Patient confidentiality

UKTIS is commissioned by the UK Health Security Agency (UKHSA) to perform national surveillance of known and emerging human teratogens across the United Kingdom. As part of this surveillance, UKTIS performs routine follow-up of pregnancies reported to the service using standardised procedures to collect pregnancy and fetal outcome information following maternal or paternal exposures. The information collected is recognised by the Caldicott Advisory Panel of UKHSA to be vital for the identification of novel human teratogens, in recognising trends and risks associated with teratogenic exposures, protecting public health from the impact of human teratogens, and monitoring adverse reactions to vaccine and medication exposures which arise during or around pregnancy. Accordingly, UKTIS data collection and processing is covered by section 251 of the National Health Service Act 2006 and Regulation 3 of The Health Service (Control of Patient Information) Regulations 2002 (Public Health England Approval Reference Number: 13091).

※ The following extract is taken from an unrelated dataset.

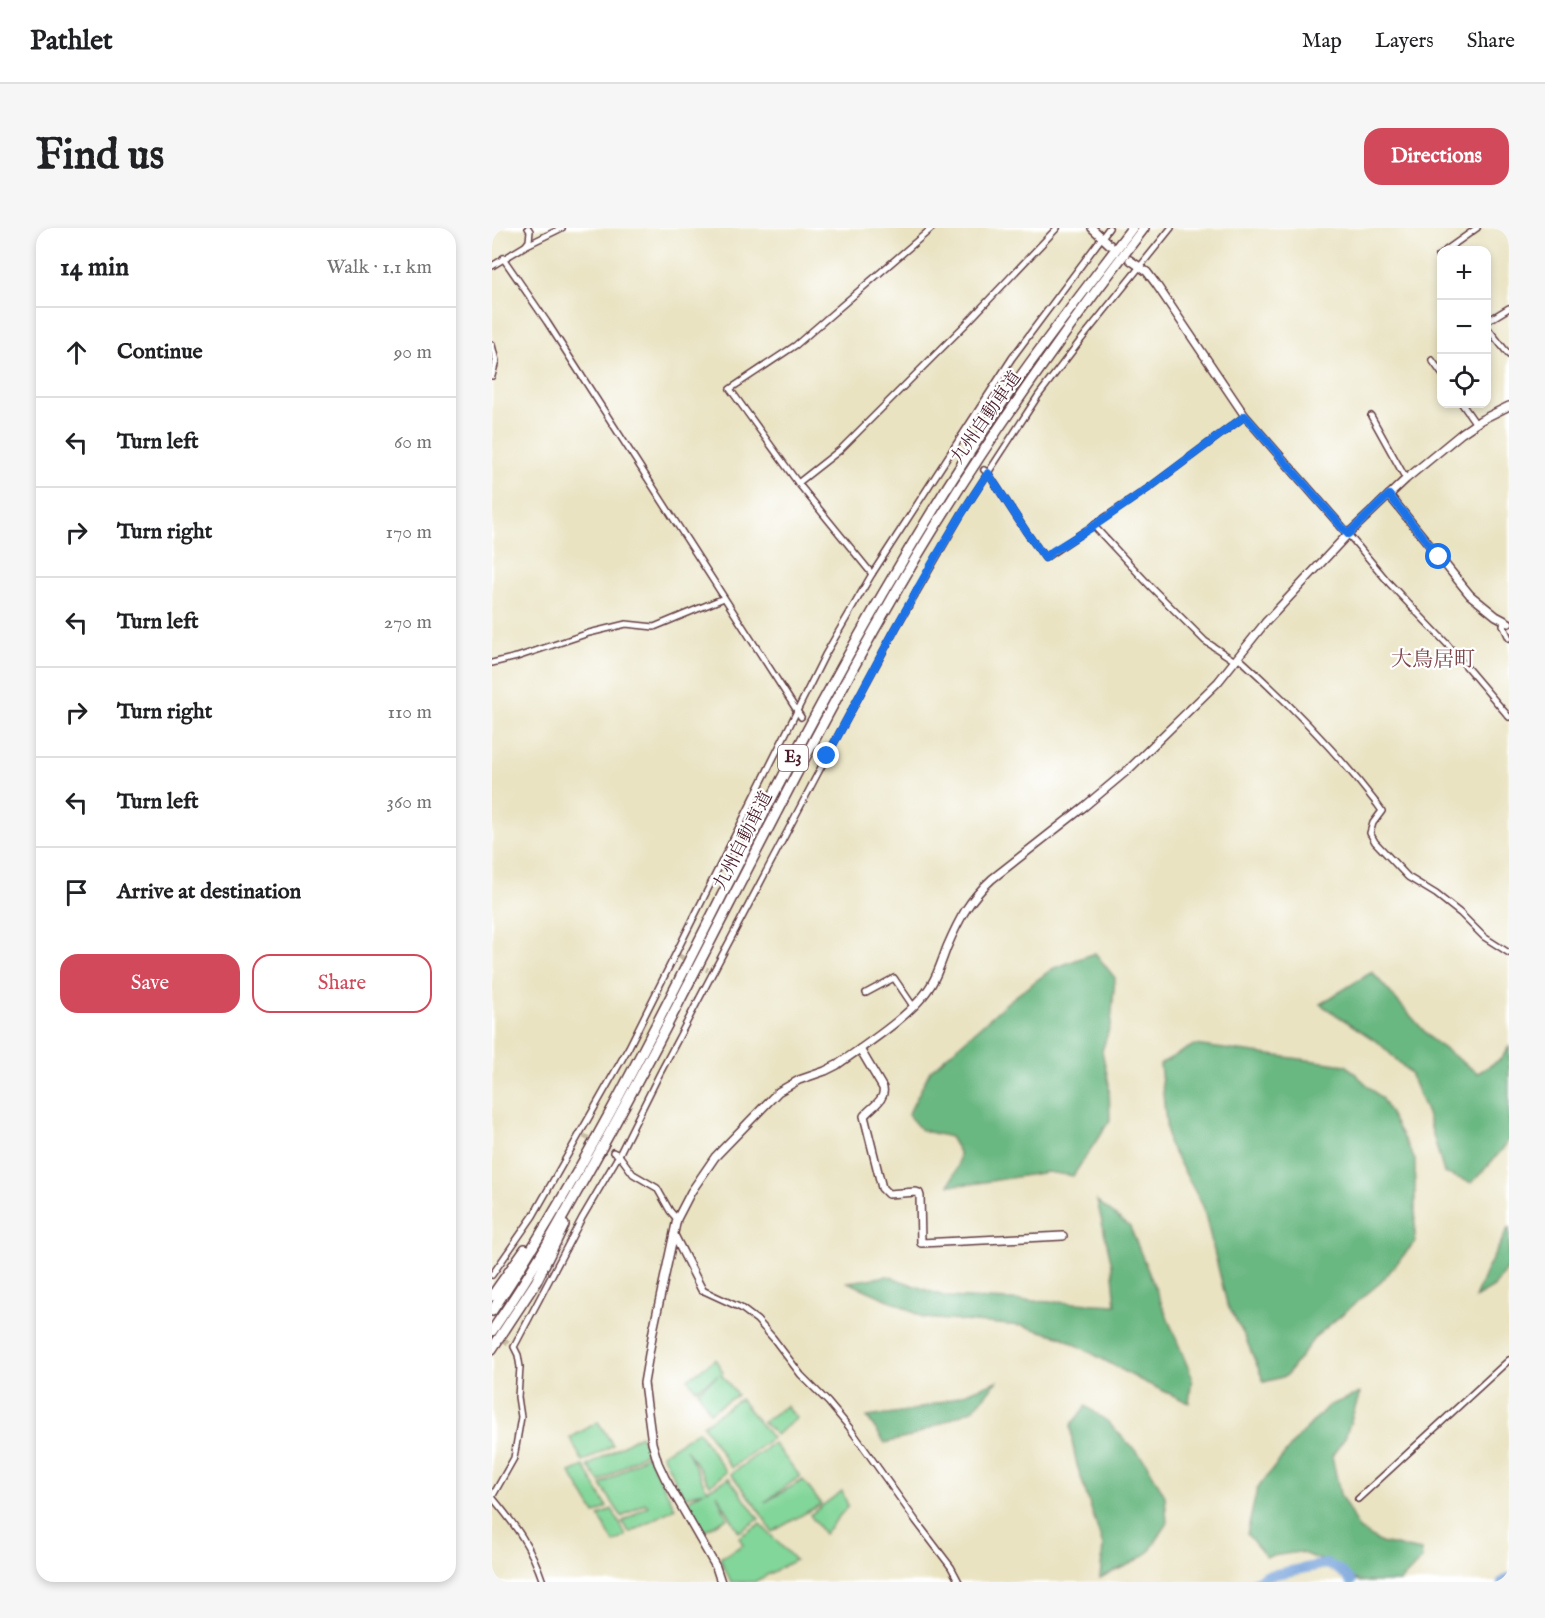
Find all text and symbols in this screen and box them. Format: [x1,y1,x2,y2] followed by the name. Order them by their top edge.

The NHS Act 2006 and Regulation 3 enable the common law duty of confidentiality to be temporarily lifted so that confidential patient information can be transferred to an applicant without the discloser being in breach of the common law duty of confidentiality. In practice, this means that the person responsible for confidential information (health professionals contacting UKTIS) can disclose patient identifiable information to UKTIS without being in breach of the common law duty of confidentiality. Under these regulations, UKTIS is obligated to remain compliant with all relevant legal data protection and information governance obligations.